What you need to do> All lines holding the word "auto" are to be copied from the records beneath.

Task material section start

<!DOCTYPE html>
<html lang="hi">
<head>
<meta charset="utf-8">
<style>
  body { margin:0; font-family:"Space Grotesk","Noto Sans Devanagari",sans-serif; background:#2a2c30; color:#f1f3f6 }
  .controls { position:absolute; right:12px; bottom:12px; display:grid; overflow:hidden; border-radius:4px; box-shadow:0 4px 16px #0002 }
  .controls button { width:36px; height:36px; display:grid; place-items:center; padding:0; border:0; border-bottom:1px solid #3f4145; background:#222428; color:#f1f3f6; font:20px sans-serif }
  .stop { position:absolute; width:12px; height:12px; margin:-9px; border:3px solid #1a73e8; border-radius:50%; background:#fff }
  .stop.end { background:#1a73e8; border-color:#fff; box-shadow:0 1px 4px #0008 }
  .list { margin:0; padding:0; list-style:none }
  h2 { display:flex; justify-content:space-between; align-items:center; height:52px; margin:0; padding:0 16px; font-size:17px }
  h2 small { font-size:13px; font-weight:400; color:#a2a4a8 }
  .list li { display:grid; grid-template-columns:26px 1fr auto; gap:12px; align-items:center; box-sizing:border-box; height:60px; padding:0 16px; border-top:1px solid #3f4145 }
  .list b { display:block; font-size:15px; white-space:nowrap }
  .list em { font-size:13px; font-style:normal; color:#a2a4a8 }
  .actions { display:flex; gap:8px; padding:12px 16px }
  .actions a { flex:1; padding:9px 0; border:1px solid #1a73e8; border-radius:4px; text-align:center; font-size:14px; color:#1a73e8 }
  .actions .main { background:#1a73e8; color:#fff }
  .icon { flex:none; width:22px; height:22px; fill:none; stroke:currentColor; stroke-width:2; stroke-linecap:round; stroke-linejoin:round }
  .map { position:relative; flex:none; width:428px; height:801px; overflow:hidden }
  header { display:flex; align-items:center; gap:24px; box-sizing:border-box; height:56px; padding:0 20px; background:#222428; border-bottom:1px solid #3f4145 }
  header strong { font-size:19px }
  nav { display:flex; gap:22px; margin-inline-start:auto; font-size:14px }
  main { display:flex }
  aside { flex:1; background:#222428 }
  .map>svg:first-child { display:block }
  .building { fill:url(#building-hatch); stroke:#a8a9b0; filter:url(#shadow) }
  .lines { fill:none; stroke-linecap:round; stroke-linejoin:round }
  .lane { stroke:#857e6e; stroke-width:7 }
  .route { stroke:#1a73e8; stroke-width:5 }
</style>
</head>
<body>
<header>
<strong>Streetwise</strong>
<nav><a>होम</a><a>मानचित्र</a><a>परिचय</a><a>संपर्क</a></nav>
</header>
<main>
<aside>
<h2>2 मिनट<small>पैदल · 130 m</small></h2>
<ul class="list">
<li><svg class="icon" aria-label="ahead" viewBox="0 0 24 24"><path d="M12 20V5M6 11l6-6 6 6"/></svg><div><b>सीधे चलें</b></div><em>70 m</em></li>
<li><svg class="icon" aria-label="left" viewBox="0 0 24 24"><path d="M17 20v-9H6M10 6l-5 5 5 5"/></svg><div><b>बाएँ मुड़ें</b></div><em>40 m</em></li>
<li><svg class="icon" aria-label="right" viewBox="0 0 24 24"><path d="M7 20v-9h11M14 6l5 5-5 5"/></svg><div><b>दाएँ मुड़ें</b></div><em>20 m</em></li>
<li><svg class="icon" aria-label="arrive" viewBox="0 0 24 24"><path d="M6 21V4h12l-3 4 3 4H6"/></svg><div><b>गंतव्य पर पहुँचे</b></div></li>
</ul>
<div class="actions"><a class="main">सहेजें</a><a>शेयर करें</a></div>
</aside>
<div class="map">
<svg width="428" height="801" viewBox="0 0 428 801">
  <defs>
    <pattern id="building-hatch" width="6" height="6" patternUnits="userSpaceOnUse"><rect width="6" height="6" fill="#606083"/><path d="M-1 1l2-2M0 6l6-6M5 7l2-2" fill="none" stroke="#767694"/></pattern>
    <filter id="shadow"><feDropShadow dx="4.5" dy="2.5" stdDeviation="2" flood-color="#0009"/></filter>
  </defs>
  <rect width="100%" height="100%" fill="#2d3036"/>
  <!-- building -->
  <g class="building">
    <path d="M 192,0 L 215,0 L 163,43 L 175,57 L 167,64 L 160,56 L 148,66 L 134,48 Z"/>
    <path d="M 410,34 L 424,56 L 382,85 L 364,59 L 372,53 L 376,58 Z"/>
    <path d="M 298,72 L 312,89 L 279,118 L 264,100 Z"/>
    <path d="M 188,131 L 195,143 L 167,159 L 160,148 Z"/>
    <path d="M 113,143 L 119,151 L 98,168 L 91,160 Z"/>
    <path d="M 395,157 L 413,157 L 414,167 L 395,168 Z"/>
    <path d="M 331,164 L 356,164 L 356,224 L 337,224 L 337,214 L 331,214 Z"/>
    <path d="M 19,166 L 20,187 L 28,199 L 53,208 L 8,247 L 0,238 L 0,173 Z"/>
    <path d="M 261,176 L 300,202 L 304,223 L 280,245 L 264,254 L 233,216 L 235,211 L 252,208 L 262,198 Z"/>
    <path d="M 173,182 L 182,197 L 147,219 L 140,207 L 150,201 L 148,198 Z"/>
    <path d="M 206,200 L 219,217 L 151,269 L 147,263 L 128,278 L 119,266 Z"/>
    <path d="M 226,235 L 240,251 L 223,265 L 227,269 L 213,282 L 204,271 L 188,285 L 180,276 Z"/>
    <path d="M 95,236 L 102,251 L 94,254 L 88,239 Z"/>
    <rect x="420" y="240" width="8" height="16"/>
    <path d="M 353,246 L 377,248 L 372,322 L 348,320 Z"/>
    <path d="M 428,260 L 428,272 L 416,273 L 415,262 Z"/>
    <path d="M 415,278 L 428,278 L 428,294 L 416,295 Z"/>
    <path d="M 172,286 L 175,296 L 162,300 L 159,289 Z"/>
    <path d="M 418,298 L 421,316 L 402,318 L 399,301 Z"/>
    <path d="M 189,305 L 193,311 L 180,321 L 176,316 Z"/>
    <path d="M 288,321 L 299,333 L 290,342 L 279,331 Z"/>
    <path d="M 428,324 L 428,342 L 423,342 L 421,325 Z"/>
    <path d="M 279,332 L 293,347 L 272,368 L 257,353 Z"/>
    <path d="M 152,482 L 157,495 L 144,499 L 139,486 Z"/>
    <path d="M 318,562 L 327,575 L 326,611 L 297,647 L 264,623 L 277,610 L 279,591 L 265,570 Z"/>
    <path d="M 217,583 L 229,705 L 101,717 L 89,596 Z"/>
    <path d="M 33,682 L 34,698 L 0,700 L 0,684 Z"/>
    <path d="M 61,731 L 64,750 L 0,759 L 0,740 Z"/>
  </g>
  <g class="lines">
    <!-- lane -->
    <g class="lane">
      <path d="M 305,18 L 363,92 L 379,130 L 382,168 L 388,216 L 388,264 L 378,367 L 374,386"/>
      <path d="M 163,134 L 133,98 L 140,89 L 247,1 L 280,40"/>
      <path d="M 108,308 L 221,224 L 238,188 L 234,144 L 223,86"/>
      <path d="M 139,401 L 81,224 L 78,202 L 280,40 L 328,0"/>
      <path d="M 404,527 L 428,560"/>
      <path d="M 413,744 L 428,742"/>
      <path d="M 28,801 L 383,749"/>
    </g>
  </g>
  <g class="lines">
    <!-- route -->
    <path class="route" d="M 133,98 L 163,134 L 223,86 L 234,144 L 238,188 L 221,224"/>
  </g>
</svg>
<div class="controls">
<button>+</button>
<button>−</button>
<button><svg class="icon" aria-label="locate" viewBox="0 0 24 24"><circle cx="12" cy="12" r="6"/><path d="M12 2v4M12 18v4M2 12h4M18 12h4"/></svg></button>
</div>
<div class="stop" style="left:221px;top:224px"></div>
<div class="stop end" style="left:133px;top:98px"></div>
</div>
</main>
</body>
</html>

Task material section end

The completed task>
  .list li { display:grid; grid-template-columns:26px 1fr auto; gap:12px; align-items:center; box-sizing:border-box; height:60px; padding:0 16px; border-top:1px solid #3f4145 }
  nav { display:flex; gap:22px; margin-inline-start:auto; font-size:14px }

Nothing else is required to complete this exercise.